Your goal: Within the records below, reproduce without change the lines from the line that has "c.lineJoin = 'round';" through the line that has "[1328,268,1651,273]", and only those.

# # # # # # #

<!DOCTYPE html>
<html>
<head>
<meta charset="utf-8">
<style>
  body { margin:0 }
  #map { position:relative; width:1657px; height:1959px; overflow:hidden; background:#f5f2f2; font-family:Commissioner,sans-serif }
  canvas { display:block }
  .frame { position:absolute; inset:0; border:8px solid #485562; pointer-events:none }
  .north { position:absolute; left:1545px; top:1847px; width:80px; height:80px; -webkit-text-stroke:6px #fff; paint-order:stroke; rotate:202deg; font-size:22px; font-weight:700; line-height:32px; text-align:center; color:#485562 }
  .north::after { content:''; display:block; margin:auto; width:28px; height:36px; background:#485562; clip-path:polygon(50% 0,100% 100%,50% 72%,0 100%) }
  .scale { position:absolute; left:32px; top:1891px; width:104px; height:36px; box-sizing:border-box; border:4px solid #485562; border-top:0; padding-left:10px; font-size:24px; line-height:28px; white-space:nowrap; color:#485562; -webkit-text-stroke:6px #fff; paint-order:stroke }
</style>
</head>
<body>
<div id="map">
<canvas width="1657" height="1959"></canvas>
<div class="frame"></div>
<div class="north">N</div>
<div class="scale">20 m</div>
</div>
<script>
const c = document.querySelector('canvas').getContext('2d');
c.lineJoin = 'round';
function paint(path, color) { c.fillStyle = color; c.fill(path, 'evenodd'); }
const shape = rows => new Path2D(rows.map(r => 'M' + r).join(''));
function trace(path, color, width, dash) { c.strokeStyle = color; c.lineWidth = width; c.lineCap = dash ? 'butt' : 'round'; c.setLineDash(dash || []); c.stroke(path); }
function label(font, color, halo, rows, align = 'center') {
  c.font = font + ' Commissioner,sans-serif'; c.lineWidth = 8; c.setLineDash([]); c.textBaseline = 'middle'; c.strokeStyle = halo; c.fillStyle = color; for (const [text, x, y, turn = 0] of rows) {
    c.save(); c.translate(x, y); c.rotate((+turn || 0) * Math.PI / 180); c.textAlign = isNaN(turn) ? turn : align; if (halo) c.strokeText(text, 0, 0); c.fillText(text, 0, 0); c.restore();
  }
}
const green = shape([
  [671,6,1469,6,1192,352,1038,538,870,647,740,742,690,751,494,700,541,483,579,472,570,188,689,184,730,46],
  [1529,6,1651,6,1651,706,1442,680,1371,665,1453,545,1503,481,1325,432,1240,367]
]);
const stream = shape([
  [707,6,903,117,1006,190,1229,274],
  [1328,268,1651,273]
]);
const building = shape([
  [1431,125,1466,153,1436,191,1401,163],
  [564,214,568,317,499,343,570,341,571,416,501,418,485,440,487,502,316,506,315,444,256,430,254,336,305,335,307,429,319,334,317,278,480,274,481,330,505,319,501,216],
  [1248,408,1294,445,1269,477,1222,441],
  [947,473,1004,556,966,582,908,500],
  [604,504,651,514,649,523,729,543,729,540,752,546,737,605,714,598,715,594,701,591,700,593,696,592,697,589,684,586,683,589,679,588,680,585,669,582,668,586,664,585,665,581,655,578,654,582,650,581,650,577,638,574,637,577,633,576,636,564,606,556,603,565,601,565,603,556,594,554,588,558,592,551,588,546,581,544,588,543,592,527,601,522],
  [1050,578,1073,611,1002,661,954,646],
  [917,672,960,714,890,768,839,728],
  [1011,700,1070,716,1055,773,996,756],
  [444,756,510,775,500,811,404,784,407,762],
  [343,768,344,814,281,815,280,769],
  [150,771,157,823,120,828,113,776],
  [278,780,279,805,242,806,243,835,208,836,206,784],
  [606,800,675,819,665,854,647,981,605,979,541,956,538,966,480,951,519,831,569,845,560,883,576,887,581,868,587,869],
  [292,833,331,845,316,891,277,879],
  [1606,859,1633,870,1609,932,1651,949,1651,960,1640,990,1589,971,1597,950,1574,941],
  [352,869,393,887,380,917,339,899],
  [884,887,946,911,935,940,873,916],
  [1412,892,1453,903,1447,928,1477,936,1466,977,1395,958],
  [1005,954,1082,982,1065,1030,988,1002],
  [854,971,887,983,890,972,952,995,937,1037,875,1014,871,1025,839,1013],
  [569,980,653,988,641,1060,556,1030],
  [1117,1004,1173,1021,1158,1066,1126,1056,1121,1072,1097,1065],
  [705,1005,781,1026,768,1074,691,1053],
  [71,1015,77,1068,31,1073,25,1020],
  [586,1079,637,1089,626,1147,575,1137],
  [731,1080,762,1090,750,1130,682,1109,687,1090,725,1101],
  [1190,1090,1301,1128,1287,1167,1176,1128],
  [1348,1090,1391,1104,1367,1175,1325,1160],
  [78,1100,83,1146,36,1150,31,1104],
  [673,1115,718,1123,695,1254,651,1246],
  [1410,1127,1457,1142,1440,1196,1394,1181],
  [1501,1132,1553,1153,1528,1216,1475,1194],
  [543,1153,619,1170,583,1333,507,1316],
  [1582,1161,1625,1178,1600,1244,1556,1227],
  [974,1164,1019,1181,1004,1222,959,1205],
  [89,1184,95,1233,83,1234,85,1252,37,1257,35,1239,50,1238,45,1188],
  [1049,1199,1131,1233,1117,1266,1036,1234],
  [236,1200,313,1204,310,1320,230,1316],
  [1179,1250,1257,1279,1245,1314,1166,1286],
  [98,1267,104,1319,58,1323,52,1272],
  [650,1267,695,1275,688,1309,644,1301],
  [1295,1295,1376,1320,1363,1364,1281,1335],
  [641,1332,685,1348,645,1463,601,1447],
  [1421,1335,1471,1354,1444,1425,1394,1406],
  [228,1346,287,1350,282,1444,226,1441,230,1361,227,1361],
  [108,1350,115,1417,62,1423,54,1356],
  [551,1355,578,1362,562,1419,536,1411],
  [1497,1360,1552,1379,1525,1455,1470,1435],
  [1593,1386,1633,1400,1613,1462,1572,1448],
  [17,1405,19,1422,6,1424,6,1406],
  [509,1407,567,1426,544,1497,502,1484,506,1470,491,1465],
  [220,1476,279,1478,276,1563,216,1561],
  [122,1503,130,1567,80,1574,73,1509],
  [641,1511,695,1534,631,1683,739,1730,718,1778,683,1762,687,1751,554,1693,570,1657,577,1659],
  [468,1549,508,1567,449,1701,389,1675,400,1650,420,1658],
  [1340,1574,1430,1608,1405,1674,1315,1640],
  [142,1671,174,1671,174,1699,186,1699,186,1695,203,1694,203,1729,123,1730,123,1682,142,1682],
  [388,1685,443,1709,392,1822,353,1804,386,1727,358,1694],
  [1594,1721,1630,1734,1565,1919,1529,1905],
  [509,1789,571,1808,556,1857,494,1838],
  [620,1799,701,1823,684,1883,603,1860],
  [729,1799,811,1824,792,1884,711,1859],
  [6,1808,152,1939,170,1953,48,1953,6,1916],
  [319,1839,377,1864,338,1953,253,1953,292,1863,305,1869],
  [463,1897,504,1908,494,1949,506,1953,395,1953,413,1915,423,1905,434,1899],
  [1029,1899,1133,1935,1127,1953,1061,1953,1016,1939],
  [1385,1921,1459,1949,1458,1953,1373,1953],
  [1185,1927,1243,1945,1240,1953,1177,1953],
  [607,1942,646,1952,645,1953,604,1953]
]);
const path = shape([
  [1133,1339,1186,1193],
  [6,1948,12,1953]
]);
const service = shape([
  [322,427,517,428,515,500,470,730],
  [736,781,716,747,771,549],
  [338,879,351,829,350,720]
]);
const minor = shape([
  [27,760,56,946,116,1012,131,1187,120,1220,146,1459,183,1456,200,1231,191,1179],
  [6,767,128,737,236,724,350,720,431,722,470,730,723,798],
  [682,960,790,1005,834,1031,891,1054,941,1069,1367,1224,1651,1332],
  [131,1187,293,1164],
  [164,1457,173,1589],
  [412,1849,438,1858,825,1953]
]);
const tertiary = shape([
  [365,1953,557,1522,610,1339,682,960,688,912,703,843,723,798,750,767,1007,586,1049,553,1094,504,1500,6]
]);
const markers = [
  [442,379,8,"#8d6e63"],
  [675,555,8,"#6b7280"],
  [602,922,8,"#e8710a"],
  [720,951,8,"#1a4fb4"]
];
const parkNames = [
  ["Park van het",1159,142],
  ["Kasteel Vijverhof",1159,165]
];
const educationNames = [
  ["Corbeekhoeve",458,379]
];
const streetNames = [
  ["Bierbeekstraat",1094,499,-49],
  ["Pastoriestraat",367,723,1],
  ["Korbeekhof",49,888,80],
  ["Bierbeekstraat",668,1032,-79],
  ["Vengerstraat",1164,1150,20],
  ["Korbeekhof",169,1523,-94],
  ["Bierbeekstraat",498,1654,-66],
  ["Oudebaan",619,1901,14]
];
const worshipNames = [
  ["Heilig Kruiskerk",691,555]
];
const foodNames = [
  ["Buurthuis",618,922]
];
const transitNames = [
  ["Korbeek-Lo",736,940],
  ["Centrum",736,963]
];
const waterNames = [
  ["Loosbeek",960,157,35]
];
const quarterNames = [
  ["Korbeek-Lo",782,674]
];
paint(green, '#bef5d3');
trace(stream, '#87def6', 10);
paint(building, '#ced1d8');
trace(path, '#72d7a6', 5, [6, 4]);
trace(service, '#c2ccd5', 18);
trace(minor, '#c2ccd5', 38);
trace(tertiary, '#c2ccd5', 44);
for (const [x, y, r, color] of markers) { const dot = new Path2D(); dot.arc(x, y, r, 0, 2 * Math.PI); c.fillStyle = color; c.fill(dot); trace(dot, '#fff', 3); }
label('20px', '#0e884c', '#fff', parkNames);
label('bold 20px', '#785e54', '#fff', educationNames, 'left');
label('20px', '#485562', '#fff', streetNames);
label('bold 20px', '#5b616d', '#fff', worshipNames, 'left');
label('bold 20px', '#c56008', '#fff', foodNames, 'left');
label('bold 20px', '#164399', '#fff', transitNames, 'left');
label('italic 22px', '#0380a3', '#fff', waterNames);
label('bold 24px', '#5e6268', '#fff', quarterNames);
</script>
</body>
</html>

# # # # # # #

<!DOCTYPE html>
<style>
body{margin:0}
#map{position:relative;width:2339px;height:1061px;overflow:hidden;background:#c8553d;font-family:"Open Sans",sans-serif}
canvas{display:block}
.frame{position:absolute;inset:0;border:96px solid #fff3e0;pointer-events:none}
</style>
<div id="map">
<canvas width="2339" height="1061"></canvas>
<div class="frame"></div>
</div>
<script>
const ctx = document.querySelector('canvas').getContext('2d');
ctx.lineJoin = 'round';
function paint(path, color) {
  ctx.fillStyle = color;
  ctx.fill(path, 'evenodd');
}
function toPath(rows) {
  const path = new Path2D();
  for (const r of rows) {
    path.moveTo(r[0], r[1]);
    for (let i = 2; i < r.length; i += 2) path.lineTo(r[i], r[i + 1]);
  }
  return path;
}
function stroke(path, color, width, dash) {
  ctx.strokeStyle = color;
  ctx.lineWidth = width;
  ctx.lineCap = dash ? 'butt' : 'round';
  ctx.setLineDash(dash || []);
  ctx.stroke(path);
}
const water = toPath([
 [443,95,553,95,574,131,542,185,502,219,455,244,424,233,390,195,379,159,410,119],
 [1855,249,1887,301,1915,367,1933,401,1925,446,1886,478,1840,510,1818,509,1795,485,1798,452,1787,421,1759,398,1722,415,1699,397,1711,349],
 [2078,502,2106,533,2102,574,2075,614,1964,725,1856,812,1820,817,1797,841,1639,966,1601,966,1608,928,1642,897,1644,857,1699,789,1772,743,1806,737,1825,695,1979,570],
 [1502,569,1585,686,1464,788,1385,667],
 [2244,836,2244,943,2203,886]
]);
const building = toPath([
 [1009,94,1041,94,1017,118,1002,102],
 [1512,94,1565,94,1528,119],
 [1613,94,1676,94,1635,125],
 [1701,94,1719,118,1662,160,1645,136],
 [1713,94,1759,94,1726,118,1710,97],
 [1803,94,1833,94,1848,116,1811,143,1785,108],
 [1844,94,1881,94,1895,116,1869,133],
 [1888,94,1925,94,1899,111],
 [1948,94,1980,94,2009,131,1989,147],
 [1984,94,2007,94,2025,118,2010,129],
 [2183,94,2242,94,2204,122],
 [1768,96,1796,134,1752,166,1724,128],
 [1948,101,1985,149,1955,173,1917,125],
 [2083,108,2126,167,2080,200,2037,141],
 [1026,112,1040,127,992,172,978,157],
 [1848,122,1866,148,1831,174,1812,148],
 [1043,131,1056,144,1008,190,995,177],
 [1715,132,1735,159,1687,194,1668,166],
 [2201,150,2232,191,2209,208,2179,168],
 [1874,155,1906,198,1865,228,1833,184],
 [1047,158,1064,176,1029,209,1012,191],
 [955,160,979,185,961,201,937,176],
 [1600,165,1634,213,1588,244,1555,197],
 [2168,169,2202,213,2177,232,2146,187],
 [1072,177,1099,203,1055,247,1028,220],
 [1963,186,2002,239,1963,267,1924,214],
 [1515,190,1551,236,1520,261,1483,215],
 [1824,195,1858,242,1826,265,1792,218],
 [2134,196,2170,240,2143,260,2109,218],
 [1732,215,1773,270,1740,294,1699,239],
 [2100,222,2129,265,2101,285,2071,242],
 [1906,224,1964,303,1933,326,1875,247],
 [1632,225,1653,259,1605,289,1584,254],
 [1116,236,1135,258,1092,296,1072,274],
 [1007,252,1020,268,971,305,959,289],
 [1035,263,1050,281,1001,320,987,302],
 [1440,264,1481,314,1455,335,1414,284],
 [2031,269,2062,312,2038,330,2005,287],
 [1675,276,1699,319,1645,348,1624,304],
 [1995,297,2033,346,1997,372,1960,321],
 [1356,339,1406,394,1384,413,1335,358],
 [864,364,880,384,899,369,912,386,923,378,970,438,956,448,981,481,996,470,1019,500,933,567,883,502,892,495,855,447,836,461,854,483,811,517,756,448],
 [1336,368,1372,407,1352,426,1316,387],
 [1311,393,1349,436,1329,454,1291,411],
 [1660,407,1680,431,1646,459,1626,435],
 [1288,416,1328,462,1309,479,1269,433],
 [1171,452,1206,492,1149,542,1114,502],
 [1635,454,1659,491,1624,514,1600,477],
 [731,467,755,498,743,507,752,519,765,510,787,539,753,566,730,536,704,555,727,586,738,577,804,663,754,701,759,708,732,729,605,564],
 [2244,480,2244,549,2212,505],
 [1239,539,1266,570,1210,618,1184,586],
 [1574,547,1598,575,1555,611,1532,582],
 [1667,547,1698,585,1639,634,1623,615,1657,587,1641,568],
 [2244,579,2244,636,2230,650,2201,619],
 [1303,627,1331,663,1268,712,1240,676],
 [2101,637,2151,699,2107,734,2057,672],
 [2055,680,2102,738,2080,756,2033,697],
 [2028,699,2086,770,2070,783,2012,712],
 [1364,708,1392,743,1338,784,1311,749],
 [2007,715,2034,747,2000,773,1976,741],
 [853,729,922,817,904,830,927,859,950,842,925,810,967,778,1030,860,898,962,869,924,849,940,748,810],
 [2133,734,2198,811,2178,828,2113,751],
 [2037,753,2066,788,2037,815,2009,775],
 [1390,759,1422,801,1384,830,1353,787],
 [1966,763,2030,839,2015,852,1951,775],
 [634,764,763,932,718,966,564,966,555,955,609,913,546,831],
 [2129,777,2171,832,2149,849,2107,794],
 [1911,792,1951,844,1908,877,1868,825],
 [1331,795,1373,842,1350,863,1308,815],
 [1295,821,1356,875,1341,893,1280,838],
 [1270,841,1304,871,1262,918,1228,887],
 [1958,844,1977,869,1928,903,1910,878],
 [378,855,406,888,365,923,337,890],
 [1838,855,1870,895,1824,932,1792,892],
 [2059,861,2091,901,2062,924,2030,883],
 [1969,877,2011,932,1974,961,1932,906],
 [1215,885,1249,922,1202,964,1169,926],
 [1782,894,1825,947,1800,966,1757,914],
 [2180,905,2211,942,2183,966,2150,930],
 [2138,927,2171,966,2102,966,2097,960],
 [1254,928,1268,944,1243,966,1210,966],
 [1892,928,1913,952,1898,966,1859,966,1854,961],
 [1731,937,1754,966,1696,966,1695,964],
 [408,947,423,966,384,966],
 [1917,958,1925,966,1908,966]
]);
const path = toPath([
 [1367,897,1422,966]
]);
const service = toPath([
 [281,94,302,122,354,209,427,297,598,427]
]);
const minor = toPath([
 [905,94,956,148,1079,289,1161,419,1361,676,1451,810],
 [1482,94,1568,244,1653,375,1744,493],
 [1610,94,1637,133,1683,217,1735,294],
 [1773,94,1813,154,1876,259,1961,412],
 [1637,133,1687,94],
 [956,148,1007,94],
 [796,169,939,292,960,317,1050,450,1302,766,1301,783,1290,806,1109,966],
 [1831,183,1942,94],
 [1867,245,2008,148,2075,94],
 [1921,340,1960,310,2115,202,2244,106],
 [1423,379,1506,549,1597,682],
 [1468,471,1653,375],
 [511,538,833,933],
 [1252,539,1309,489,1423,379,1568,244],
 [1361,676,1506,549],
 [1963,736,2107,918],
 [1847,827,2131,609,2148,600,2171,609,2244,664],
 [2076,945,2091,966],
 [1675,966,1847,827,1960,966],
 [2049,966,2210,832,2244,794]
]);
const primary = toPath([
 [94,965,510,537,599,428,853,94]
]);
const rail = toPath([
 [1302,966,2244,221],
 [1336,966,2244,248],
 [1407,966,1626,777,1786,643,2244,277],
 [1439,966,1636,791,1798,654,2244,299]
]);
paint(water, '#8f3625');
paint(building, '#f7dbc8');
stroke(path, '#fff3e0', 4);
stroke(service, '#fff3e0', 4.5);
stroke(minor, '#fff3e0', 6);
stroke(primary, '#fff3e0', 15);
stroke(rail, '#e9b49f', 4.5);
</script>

# # # # # # #

Answer below:
c.lineJoin = 'round';
function paint(path, color) { c.fillStyle = color; c.fill(path, 'evenodd'); }
const shape = rows => new Path2D(rows.map(r => 'M' + r).join(''));
function trace(path, color, width, dash) { c.strokeStyle = color; c.lineWidth = width; c.lineCap = dash ? 'butt' : 'round'; c.setLineDash(dash || []); c.stroke(path); }
function label(font, color, halo, rows, align = 'center') {
  c.font = font + ' Commissioner,sans-serif'; c.lineWidth = 8; c.setLineDash([]); c.textBaseline = 'middle'; c.strokeStyle = halo; c.fillStyle = color; for (const [text, x, y, turn = 0] of rows) {
    c.save(); c.translate(x, y); c.rotate((+turn || 0) * Math.PI / 180); c.textAlign = isNaN(turn) ? turn : align; if (halo) c.strokeText(text, 0, 0); c.fillText(text, 0, 0); c.restore();
  }
}
const green = shape([
  [671,6,1469,6,1192,352,1038,538,870,647,740,742,690,751,494,700,541,483,579,472,570,188,689,184,730,46],
  [1529,6,1651,6,1651,706,1442,680,1371,665,1453,545,1503,481,1325,432,1240,367]
]);
const stream = shape([
  [707,6,903,117,1006,190,1229,274],
  [1328,268,1651,273]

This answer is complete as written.